- **Action item**
Once the line containing "position:absolute; width:15px; height:15px;" is found in the records below, return it and each following line exactly, up to and including the line containing "font-size:16px; font-style:normal; color:var(--muted)", and nothing else.

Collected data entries
◇ ◇ ◇ ◇ ◇ ◇ ◇

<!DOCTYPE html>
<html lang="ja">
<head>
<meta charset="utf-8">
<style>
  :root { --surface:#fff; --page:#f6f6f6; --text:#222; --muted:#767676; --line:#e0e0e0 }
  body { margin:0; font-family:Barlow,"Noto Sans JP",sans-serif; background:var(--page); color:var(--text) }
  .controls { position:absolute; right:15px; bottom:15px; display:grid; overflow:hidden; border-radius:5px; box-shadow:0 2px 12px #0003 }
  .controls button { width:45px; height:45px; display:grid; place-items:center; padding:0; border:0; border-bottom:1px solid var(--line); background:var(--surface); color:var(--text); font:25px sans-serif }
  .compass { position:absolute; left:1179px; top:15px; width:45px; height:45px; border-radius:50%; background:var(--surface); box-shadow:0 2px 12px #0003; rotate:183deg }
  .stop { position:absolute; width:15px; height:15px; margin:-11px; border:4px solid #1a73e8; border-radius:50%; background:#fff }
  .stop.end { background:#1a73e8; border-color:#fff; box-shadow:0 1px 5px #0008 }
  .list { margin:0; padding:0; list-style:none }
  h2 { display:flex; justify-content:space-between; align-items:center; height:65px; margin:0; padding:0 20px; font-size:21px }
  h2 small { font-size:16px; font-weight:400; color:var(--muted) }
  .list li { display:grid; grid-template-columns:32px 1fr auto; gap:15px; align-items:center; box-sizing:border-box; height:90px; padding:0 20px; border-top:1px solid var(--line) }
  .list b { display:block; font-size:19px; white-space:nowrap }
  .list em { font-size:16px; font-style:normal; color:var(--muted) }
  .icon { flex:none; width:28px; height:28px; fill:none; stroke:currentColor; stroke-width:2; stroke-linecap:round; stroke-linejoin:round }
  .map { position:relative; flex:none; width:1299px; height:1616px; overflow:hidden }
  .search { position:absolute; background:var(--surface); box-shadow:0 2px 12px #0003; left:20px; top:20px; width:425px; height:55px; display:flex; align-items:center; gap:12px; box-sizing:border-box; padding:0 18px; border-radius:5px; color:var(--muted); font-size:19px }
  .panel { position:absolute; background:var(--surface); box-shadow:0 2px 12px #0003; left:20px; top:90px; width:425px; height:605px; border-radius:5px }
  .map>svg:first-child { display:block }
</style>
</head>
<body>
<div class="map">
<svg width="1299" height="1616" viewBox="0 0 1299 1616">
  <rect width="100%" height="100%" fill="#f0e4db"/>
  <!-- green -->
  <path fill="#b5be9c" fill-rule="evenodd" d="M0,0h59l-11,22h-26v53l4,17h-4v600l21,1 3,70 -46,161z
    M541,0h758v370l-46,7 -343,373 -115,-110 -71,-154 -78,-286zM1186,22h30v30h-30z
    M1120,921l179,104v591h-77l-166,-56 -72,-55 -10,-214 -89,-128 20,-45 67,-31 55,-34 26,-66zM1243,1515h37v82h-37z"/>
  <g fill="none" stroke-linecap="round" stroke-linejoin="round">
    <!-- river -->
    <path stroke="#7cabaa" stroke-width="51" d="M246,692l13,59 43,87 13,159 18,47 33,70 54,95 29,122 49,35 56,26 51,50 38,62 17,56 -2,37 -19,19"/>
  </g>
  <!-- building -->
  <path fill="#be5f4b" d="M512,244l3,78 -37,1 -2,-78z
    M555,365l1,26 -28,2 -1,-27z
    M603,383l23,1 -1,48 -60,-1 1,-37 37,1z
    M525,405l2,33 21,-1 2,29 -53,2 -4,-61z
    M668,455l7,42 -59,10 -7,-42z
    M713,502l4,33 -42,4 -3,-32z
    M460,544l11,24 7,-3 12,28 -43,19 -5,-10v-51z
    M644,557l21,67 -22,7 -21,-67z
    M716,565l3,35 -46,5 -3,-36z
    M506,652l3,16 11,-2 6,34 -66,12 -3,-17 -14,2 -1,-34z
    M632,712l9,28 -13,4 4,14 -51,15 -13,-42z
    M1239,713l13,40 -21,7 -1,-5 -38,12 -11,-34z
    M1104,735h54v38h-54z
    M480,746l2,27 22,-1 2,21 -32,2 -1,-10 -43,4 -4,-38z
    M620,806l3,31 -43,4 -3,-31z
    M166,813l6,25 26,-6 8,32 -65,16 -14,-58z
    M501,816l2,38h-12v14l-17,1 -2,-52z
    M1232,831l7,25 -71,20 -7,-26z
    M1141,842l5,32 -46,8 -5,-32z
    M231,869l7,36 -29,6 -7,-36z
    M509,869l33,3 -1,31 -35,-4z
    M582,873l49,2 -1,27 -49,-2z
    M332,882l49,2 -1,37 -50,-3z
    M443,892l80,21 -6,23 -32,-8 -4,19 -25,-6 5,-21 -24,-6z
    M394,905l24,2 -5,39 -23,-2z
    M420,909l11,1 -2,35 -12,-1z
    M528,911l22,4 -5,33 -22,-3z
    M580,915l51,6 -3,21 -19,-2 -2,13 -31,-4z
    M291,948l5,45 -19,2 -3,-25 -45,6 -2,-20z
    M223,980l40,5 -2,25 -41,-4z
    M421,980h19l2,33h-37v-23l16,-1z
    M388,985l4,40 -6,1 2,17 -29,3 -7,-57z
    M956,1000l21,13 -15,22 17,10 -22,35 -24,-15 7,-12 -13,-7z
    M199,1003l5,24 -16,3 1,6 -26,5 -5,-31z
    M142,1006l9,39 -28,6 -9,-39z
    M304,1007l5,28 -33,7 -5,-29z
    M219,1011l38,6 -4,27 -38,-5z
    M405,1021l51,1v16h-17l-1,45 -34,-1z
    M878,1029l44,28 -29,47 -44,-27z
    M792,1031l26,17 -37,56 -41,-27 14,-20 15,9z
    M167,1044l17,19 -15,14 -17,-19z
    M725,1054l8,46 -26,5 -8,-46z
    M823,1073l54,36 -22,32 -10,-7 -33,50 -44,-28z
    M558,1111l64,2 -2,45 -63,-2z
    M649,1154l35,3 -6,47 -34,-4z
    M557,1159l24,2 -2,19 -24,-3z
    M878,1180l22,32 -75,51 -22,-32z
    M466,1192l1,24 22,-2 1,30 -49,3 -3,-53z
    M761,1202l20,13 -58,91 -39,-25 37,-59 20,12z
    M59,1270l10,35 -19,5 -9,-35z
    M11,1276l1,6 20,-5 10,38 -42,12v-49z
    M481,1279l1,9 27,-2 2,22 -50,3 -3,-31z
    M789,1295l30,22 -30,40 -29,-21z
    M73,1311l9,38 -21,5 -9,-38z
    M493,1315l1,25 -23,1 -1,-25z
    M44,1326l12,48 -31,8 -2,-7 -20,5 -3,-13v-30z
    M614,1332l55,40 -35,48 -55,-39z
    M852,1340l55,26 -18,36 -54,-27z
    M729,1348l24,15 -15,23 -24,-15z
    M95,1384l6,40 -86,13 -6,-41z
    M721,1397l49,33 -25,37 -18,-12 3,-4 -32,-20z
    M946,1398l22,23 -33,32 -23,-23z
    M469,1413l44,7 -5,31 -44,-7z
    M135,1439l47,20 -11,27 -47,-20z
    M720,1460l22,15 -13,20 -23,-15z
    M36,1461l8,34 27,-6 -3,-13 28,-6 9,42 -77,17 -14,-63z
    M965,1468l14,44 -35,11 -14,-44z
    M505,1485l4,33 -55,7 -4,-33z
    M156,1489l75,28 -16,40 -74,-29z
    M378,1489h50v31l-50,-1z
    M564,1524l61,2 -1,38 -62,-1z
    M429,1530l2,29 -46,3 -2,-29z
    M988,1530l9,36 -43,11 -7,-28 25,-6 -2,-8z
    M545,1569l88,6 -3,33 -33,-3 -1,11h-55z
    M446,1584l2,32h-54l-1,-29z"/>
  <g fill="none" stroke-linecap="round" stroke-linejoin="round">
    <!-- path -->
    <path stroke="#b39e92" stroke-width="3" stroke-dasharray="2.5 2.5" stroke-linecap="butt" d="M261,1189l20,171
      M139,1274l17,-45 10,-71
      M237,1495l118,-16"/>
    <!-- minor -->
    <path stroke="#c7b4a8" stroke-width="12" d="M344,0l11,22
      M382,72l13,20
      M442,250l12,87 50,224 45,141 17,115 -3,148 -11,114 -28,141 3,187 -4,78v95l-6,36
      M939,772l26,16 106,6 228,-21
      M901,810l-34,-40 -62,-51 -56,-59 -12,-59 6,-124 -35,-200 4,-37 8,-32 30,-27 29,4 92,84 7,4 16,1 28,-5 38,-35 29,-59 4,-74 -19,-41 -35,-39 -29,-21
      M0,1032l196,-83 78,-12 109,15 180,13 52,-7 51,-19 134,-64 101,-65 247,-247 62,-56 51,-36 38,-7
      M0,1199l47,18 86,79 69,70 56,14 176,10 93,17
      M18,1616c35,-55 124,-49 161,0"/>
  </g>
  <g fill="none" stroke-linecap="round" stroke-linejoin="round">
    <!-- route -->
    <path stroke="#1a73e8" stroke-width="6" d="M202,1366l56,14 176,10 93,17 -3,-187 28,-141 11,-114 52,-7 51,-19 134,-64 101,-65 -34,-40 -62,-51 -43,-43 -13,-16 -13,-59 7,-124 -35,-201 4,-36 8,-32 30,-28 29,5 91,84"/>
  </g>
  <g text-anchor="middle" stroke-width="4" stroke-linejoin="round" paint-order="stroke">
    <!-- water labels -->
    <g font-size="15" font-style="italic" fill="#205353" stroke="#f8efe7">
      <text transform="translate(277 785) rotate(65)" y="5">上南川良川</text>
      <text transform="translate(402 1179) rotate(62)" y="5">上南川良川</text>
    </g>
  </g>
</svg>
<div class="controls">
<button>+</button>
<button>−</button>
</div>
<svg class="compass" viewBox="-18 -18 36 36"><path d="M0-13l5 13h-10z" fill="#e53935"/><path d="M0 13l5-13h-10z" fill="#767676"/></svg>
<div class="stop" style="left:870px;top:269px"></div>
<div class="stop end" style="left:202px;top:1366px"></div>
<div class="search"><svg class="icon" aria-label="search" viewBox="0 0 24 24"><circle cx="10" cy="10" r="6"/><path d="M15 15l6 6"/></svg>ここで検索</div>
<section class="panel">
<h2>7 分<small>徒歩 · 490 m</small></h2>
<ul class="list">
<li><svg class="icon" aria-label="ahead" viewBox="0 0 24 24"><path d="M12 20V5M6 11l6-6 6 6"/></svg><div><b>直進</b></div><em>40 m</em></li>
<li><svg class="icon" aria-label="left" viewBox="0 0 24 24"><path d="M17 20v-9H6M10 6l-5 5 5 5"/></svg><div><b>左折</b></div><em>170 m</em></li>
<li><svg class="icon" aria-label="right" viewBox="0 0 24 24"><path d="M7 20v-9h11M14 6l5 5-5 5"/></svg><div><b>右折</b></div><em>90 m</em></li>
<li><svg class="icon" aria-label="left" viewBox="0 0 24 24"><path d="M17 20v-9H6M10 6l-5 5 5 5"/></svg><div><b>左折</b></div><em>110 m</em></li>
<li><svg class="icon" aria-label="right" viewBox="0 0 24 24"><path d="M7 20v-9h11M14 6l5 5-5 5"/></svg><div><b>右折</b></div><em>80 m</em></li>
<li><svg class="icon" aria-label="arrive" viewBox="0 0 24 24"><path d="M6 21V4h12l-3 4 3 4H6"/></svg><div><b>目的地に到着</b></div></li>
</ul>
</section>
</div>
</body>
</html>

◇ ◇ ◇ ◇ ◇ ◇ ◇

- **Solution to this task**
  .stop { position:absolute; width:15px; height:15px; margin:-11px; border:4px solid #1a73e8; border-radius:50%; background:#fff }
  .stop.end { background:#1a73e8; border-color:#fff; box-shadow:0 1px 5px #0008 }
  .list { margin:0; padding:0; list-style:none }
  h2 { display:flex; justify-content:space-between; align-items:center; height:65px; margin:0; padding:0 20px; font-size:21px }
  h2 small { font-size:16px; font-weight:400; color:var(--muted) }
  .list li { display:grid; grid-template-columns:32px 1fr auto; gap:15px; align-items:center; box-sizing:border-box; height:90px; padding:0 20px; border-top:1px solid var(--line) }
  .list b { display:block; font-size:19px; white-space:nowrap }
  .list em { font-size:16px; font-style:normal; color:var(--muted) }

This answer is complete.